Dem Adjektiv hört man schon an, dass es ursprünglich aus der medizinischen Fachsprache stammt, wo es ›ansteckend, giftig‹ meint. Dementsprechend warnt in der neunten Auflage der »Schatz-Kammer Medicinisch- und Natürlicher Dinge« von 1737 der Arzt Johann Jacob Woyt vor Blutegeln,
welche einen grossen Kopff haben, grün und gläntzend sehen, und derer Rücken wollicht und mit dunckeln Linien gezeichnet ist, und welche sich in Pfützen und faulen Wassern aufhalten; denn solche pflegen etwas virulentes an sich zu haben, und werden insgemein für gifftig gehalten.
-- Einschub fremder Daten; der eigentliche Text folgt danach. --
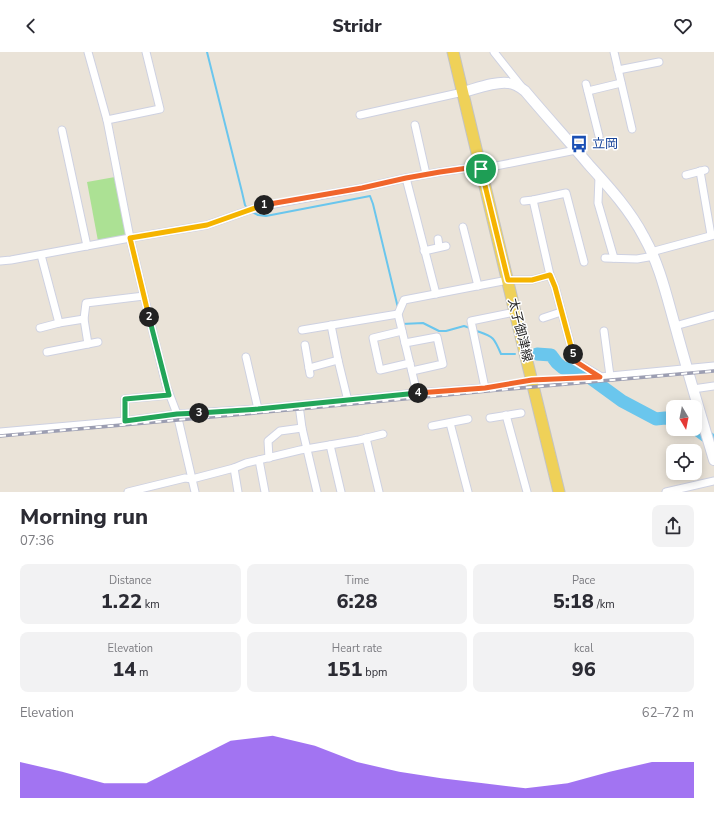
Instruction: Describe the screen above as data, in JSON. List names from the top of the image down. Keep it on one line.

Politisch aktive Ärzte wie Rudolf Virchow oder Wilhelm Loewe trugen den Terminus, der auf lateinisch virulentus (›giftig‹) zurückgeht, schließlich in den weiteren öffentlichen Sprachgebrauch. Letzterer erklärt 1874 in einer Reichstagsdebatte über die Pockenimpfung, dass die gefährliche Kraft des Virus von Infektion zu Infektion zunehme, »die Ansteckung wird also viel virulenter«.
Die heutige bildungssprachliche Bedeutung ›sich gefahrvoll auswirkend, drängend, aus der Latenz hervorbrechend‹ ist seit den 1930er-Jahren belegt; diese sei, so vermuten Alan Kirkness und sein Team im »Deutschen Fremdwörterbuch«, unter dem Einfluss des sinngleichen englischen virulent entstanden. Heinrich Mann schreibt in seinen 1943/44 im amerikanischen Exil verfassten Memoiren »Ein Zeitalter wird besichtigt«, die deutsche Barbarei im Nationalsozialismus, sei »Wirklichkeit geworden auf Grund einer uralten, jetzt akuten, virulenten und aggressiven Mißbilligung der gesamten Geschichte, der Kultur – des Christentums und des Mittelmeeres«.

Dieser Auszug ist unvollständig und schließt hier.